Pearce proposes toll roads for oil traffic
HOBBS — Republican gubernatorial hopeful Rep. Steve Pearce is calling for toll roads in southeastern New Mexico to serve booming oilfield and other commercial traffic around one of the most productive oil and gas areas in the world.
Speaking to business leaders in Carlsbad last week, Pearce, of Hobbs, unveiled a plan he said would be financed by private companies and without taxpayer dollars, the Hobbs News-Sun reported. Its aim would help traffic coming from the Delaware Basin, an ovalshaped shale rock formation that protrudes from West Texas northward into New Mexico’s Eddy and Lea counties.
Modern drilling technologies have turned that zone into one of the most-productive oil and gas regions on the planet.
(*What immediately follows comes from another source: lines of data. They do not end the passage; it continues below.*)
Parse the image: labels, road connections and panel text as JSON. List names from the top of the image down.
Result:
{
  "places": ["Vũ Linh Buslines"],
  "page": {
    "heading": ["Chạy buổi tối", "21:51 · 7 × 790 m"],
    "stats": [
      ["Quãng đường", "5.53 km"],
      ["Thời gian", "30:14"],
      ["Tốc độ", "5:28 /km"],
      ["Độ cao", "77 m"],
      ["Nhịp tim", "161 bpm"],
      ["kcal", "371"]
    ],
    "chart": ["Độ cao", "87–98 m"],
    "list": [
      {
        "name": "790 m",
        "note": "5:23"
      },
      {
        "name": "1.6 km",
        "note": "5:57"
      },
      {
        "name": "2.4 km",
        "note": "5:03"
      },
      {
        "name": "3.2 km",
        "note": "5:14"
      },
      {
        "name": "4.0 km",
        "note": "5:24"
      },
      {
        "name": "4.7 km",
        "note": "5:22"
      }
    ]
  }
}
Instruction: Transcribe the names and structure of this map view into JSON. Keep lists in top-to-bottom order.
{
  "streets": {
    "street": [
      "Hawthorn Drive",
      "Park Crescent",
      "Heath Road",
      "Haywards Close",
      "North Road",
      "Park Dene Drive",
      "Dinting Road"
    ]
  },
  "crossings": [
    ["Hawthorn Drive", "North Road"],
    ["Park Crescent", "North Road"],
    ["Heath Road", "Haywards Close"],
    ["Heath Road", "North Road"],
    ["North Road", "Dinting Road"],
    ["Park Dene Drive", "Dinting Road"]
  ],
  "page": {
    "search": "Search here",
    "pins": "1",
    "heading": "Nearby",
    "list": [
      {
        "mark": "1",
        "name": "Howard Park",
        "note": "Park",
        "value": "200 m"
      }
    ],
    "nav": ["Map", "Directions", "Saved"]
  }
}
But traffic from heavy oil trucks has damaged roads and created dangerous conditions on highways as police contend with an increasing number of automobile deaths in the area.
“We have all heard the tragic stories of accidents on our highways in southeastern New Mexico,” Pearce said. “The roads are overcrowded and stressed beyond capacity, creating an unsafe situation for our New Mexico families and workers.”
New Mexico, unlike nearby Texas and Colorado, has no toll roads.
Pearce said, if elected, he will work immediately after the November general election to secure commitments from companies to completely finance and build the new toll roads in Lea and Eddy counties.
“The tolls will be used to maintain the roads and to recoup the companies’ investments,” he said. “Taxpayer dollars will not be used, and in fact, these investments made by the companies will save tax dollars through reduced wear and tear on our public roads.”
Pearce is running against U.S. Rep. Michelle Lujan Grisham, D-Albuquerque, for governor. Lujan Grisham spokesman James Hallinan dismissed Pearce’s idea for toll roads in that area of oil-rich New Mexico and called it an “out of touch plan” at a time when New Mexico families and businesses are struggling to get by.